KENNY THOMPSON: ‘Als Antwerpenaar bij Gent publiekslieveling worden… neen, het is niet evident (lacht). Ik woonde in het begin nog bij mijn ouders in Deurne, pas na twee jaar verhuisde ik naar Nazareth. Als ik zei ‘Allei joeng, doet eens een frakskeoan‘, lachten mijn ploegmaats mij uiteraard uit. Ik herinner me mijn eerste fandag tijdens de Gentse Feesten op Sint-Baafs: presentator Frans Babbelaar vroeg mij of ik als Antwerpenaar iets te zeggen had tegen de Gentenaars. ‘Ja,’ antwoordde ik, ‘ik heb al wat Gents geleerd: ne klop op aa muile.’ Een spontane ingeving, maar het is mij toen heel erg in dank afgenomen.

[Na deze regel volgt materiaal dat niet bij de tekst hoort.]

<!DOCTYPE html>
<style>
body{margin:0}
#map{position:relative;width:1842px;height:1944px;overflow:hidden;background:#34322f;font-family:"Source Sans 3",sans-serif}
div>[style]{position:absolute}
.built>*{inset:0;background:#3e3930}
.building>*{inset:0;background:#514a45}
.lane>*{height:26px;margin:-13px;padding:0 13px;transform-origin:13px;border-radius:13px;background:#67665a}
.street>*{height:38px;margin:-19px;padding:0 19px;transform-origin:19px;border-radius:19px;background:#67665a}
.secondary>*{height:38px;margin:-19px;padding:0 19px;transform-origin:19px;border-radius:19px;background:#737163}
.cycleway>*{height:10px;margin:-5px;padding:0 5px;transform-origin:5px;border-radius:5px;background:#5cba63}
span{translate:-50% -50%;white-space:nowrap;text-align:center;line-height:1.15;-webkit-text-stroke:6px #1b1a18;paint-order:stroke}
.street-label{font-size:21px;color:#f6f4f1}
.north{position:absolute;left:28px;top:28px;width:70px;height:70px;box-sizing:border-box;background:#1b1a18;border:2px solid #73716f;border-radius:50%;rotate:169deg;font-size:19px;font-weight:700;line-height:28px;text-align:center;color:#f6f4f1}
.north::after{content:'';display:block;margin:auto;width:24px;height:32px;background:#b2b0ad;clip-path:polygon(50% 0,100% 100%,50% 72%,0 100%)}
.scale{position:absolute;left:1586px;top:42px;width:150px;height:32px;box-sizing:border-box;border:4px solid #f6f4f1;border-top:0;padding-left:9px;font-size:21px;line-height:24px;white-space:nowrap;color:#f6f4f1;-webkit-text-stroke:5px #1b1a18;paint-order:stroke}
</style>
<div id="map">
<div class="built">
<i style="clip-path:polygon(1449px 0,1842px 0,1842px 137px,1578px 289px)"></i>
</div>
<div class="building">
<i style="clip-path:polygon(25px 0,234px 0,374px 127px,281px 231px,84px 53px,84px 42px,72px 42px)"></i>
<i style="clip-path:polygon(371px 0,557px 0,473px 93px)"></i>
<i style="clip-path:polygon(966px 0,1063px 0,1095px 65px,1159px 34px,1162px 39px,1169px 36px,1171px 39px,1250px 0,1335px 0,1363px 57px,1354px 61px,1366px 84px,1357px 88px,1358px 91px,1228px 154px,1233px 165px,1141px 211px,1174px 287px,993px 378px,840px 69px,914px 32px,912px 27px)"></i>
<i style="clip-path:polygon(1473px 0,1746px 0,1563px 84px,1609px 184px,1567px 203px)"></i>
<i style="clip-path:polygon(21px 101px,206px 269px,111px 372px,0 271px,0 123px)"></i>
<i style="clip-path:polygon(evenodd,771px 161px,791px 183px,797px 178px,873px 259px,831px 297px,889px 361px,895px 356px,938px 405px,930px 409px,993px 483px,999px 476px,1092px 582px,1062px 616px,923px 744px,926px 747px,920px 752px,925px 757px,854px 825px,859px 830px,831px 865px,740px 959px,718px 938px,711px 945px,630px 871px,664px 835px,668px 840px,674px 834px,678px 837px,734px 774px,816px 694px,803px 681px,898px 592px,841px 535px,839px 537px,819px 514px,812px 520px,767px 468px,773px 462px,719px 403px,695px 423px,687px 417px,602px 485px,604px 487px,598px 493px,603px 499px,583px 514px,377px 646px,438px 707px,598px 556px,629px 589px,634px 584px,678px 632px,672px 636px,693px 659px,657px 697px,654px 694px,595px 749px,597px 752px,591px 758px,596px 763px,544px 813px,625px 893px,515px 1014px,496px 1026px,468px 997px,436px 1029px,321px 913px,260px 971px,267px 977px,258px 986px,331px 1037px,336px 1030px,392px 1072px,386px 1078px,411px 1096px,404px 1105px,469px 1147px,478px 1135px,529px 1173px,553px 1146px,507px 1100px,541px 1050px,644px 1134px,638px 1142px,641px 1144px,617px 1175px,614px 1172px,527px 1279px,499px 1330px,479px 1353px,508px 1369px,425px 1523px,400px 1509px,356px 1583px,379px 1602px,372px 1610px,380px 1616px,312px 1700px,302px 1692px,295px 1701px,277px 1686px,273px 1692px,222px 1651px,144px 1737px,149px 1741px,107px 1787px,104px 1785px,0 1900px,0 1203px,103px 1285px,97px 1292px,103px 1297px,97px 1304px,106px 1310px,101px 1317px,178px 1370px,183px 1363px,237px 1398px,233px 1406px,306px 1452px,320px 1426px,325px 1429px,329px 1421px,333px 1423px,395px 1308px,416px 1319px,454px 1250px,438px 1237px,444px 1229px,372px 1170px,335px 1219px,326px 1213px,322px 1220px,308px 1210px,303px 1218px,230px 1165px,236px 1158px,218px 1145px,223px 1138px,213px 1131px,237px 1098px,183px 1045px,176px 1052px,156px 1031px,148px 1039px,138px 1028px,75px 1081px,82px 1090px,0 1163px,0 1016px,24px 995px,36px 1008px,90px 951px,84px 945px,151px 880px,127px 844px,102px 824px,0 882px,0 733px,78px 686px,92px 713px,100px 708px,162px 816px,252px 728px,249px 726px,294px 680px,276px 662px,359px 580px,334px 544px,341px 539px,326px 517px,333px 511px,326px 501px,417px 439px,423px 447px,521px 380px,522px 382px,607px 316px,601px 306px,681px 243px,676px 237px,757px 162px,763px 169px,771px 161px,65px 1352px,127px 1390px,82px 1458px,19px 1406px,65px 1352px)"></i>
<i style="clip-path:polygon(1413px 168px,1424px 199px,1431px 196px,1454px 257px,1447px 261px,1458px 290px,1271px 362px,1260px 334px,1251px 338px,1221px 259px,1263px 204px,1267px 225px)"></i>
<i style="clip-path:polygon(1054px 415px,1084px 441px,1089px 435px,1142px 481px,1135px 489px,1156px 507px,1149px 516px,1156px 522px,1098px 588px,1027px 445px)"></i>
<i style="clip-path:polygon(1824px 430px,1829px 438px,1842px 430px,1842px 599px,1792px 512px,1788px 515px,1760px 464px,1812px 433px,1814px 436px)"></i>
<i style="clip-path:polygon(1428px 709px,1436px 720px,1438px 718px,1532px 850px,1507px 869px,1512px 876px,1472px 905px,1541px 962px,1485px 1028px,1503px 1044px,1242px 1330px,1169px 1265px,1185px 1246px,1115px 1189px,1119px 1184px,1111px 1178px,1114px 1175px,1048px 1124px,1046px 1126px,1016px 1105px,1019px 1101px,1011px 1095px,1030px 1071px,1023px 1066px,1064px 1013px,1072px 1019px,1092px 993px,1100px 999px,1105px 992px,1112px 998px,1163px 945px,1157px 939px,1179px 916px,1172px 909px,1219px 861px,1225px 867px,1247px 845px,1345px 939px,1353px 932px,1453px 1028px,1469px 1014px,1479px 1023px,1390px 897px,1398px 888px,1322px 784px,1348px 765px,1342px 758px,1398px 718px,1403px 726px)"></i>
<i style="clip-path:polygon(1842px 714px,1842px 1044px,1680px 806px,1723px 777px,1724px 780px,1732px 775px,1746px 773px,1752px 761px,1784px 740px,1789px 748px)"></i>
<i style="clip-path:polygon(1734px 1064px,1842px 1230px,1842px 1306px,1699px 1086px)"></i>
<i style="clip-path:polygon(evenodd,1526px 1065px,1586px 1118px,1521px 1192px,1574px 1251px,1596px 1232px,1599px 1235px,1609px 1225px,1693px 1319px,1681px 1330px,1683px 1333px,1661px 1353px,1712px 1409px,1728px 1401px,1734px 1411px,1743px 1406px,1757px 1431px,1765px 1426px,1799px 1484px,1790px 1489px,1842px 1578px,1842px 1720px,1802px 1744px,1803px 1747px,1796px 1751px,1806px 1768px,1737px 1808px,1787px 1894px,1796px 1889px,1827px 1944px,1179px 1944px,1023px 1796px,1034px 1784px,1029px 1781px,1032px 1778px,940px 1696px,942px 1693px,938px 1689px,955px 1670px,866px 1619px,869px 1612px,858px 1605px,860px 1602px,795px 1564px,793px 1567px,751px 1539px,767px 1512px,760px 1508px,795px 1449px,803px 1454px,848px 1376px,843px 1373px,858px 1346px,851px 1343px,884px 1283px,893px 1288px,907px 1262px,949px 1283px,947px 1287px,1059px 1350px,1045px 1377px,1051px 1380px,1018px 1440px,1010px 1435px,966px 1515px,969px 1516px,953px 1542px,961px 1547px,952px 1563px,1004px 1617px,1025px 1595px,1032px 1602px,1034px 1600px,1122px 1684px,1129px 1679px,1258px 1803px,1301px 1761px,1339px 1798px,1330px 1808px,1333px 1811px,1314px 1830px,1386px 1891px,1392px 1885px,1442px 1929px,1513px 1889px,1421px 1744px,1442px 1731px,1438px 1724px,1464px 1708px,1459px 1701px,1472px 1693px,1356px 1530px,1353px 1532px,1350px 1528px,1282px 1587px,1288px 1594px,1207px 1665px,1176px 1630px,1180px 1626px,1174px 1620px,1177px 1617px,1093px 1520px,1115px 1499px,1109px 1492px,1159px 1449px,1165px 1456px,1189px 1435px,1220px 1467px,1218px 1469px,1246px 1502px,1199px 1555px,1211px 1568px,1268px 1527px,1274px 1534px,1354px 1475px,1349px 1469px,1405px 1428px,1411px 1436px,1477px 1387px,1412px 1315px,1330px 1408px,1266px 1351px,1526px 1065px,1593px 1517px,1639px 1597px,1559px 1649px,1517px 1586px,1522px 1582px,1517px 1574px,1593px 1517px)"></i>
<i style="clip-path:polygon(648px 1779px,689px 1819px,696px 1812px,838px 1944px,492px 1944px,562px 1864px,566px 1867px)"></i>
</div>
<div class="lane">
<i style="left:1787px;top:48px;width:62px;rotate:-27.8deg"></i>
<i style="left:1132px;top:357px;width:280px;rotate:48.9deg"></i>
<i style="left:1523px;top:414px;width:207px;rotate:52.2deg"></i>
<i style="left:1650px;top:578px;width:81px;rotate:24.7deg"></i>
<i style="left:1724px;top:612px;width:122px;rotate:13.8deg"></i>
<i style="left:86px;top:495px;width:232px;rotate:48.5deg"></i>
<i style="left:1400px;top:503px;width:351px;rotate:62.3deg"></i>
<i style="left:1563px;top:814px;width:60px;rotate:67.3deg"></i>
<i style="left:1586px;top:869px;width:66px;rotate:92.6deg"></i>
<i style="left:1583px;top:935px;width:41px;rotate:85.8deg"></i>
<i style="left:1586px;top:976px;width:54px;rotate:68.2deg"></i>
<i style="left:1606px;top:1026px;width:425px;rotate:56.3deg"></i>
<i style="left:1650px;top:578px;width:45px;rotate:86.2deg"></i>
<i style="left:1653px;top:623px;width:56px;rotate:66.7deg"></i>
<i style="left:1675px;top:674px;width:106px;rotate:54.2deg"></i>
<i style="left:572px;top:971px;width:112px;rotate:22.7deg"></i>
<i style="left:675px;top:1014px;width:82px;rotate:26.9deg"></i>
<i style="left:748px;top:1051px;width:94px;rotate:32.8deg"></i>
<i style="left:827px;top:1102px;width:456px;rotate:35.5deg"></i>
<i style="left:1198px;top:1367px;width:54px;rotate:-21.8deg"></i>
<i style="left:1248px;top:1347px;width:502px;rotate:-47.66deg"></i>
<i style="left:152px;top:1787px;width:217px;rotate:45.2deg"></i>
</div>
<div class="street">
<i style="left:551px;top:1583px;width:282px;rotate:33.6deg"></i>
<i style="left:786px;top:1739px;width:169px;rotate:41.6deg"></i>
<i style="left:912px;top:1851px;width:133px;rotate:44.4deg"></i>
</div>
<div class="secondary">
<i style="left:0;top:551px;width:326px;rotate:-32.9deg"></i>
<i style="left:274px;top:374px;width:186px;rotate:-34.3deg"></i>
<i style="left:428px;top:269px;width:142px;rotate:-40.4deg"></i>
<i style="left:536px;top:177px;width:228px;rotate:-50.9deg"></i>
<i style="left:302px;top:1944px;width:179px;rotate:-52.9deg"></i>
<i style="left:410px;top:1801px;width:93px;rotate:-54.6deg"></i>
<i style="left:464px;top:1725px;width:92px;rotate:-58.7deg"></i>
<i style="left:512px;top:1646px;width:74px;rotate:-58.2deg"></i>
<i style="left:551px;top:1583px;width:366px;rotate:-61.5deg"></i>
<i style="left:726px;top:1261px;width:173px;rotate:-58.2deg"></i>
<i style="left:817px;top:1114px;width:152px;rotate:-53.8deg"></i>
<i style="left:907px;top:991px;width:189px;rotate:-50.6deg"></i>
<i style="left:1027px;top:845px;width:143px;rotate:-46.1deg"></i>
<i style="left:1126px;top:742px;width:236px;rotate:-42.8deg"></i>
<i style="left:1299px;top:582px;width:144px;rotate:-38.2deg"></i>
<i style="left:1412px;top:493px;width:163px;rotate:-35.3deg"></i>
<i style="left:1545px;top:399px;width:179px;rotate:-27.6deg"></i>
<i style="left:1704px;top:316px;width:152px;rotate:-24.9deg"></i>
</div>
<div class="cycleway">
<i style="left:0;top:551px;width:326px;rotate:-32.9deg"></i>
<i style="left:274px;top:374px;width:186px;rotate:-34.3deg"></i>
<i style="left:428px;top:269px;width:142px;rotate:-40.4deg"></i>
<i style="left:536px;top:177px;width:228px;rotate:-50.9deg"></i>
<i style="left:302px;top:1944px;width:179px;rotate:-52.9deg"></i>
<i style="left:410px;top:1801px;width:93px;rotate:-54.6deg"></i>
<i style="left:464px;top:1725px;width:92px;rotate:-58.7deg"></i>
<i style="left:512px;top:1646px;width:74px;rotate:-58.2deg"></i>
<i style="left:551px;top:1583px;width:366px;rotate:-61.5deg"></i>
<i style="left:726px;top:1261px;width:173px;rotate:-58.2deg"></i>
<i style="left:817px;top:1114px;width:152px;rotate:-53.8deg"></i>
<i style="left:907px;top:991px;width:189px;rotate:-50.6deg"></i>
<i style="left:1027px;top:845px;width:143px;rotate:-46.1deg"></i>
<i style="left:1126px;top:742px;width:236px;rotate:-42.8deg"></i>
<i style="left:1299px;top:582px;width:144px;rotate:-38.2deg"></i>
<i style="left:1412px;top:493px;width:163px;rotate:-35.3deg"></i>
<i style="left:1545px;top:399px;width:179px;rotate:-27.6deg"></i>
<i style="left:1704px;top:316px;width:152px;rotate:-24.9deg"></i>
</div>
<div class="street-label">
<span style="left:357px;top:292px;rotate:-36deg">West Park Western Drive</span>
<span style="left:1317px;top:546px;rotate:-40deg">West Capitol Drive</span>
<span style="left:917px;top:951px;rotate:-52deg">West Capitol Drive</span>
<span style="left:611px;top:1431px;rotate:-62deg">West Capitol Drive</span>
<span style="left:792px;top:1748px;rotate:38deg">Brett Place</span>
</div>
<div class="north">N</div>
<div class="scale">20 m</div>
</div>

‘Mijn eerste periode bij Gent, onder Georges Leekens, speelde ik niet veel, maar kreeg ik steevast positieve commentaren over mijn inzet. Mijn debuutmatch was tegen Genk, ik stond tegenover Mirsad Beslija, op dat moment een van de snelste spelers in onze competitie. Iedereen in de kleedkamer zei: houd het bij je eerste balcontacten simpel en probeer zo te groeien in de wedstrijd. Mijn eerste balcontact was meteen een goal (lacht). Eigenlijk mijn beste match ooit voor Gent. Door de adrenaline liep ik zelfs sneller dan Beslija. Zo’n binnenkomer helpt natuurlijk om populair te worden bij de supporters.

‘Veel mensen vragen mij waarom ik telkens zo goed lag bij supporters, ook bij mijn andere ploegen. Daar is volgens mij een goede reden voor: ik meng mij zonder kapsones onder het publiek. Ik luister écht naar hen. Zonder de fans bestaan voetballers niet, dat besef ik maar al te goed. Supportersavonden probeerde ik nooit te ontlopen – ook al waren ze daar volledig toeter en werd er vooral gezaagd. Het leukste vond ik met de kinderen bezig zijn. Soms gaven we trainingen tijdens jeugdstages. En samen met Steve De Ridder hielp ik soms mee bij de voetbalploeg voor daklozen, geleid door Steves vader.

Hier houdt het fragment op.